■ **Dataset entries**:
========
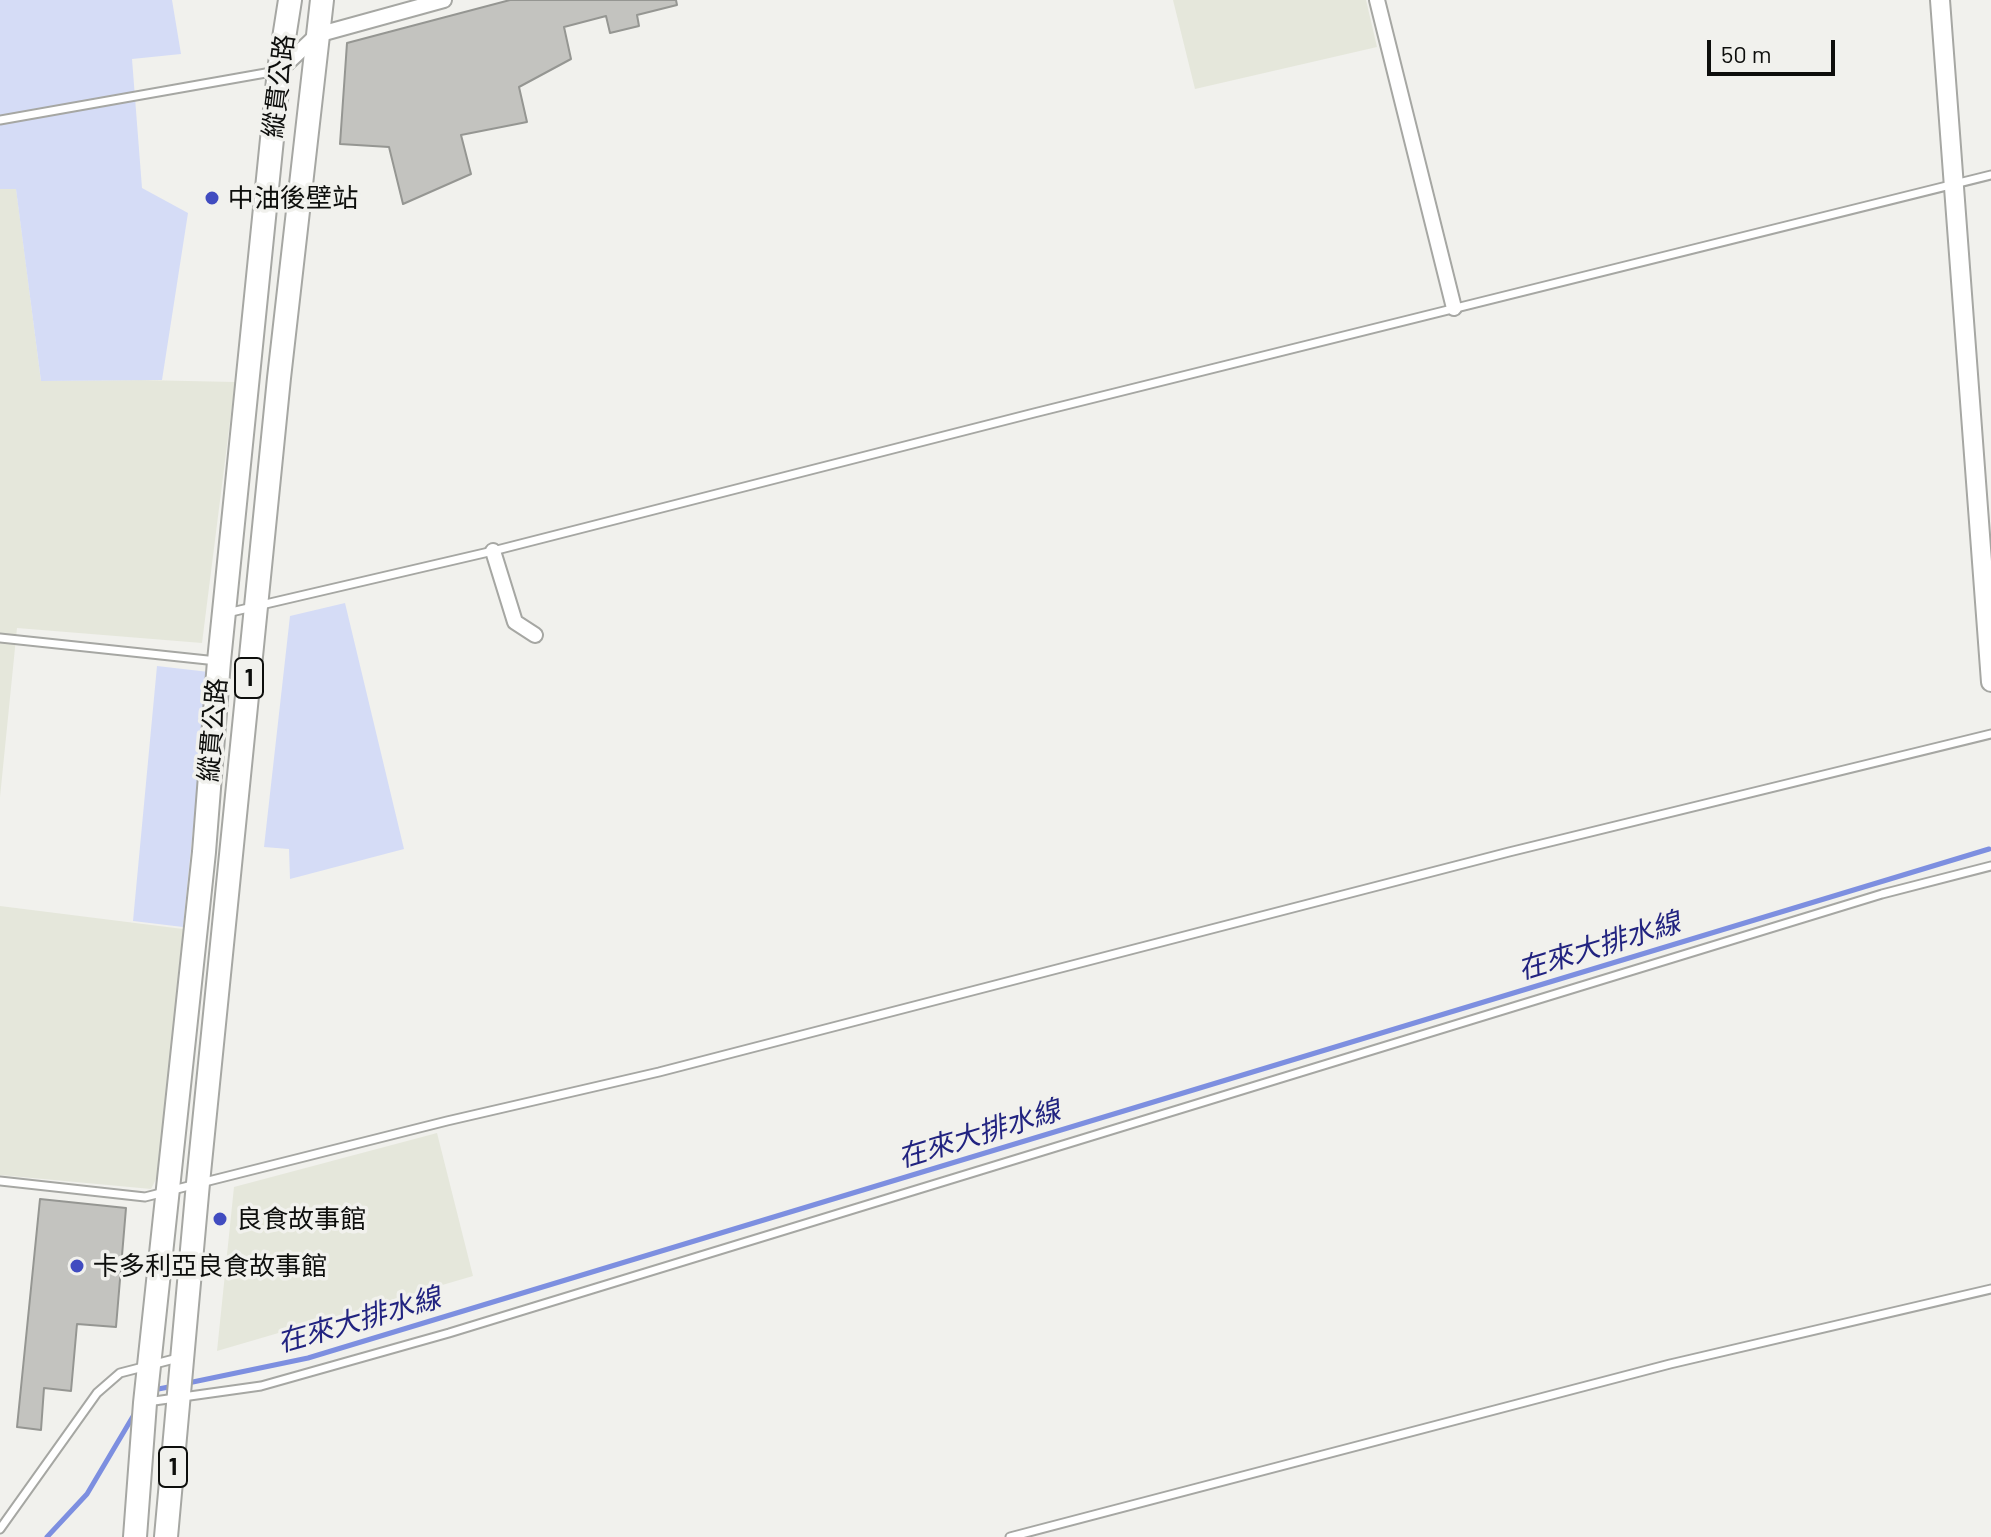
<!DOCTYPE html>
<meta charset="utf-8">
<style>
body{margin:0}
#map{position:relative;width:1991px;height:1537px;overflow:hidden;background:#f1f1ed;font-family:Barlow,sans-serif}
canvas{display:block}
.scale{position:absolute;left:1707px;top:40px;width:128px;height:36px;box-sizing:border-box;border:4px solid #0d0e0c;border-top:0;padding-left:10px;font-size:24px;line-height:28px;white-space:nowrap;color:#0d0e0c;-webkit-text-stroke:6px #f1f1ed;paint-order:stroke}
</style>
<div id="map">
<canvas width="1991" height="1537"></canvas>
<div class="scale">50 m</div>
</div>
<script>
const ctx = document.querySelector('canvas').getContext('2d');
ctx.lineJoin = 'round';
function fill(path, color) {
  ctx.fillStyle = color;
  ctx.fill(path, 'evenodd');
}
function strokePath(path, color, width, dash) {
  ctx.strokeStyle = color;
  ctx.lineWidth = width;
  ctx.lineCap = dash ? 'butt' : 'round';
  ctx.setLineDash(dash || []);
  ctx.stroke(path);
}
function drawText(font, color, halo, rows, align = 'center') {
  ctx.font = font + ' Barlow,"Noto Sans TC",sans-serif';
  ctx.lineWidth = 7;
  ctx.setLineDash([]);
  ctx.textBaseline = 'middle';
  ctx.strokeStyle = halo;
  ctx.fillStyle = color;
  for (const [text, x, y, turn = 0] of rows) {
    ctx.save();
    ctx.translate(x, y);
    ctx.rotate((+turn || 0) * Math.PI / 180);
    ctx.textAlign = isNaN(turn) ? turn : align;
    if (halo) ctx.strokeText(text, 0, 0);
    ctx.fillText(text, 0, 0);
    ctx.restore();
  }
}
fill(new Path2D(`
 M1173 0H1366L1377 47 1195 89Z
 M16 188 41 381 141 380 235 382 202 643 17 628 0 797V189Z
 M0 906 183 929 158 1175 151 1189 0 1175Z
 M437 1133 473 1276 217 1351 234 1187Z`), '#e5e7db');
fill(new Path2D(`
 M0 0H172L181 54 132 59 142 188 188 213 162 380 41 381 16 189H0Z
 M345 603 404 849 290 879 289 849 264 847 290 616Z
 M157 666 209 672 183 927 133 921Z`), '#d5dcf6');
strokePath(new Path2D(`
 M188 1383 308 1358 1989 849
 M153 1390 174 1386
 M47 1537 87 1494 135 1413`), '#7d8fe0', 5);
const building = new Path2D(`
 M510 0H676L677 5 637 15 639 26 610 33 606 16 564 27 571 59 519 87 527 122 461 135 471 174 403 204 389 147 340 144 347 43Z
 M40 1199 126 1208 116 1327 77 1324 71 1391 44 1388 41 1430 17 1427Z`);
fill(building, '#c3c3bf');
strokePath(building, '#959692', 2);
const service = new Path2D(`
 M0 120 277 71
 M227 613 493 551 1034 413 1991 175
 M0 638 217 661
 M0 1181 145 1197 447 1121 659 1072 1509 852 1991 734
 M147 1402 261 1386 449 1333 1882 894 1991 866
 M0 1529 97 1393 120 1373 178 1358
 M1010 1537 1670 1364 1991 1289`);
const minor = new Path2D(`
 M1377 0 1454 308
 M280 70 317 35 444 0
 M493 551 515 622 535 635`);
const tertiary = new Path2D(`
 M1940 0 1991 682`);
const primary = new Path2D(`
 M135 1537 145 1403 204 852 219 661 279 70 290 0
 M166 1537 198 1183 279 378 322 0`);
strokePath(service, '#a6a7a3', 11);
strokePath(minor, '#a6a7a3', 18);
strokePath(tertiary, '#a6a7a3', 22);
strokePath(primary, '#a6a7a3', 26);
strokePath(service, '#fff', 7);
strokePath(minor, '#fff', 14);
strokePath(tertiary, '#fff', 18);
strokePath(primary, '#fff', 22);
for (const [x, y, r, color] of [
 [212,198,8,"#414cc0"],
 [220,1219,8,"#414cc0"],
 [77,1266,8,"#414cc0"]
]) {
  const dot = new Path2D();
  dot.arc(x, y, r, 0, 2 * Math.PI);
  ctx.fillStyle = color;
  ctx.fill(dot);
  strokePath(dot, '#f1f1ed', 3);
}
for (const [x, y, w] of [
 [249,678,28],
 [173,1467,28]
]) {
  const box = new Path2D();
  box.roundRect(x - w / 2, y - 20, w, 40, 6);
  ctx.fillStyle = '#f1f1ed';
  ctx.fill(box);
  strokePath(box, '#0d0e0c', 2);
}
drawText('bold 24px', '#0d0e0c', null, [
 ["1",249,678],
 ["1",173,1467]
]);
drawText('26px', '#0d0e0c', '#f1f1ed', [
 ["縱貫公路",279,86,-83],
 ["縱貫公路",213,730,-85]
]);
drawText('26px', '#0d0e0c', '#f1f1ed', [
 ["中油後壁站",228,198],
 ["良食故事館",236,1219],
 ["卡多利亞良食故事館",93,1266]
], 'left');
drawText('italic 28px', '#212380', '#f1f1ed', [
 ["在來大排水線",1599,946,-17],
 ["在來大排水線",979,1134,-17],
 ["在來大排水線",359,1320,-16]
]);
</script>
========
■ **Action item**: Apply a filter for "turn" to the data above, then copy each line that matches.

■ **Result of the exercise**:
  for (const [text, x, y, turn = 0] of rows) {
    ctx.rotate((+turn || 0) * Math.PI / 180);
    ctx.textAlign = isNaN(turn) ? turn : align;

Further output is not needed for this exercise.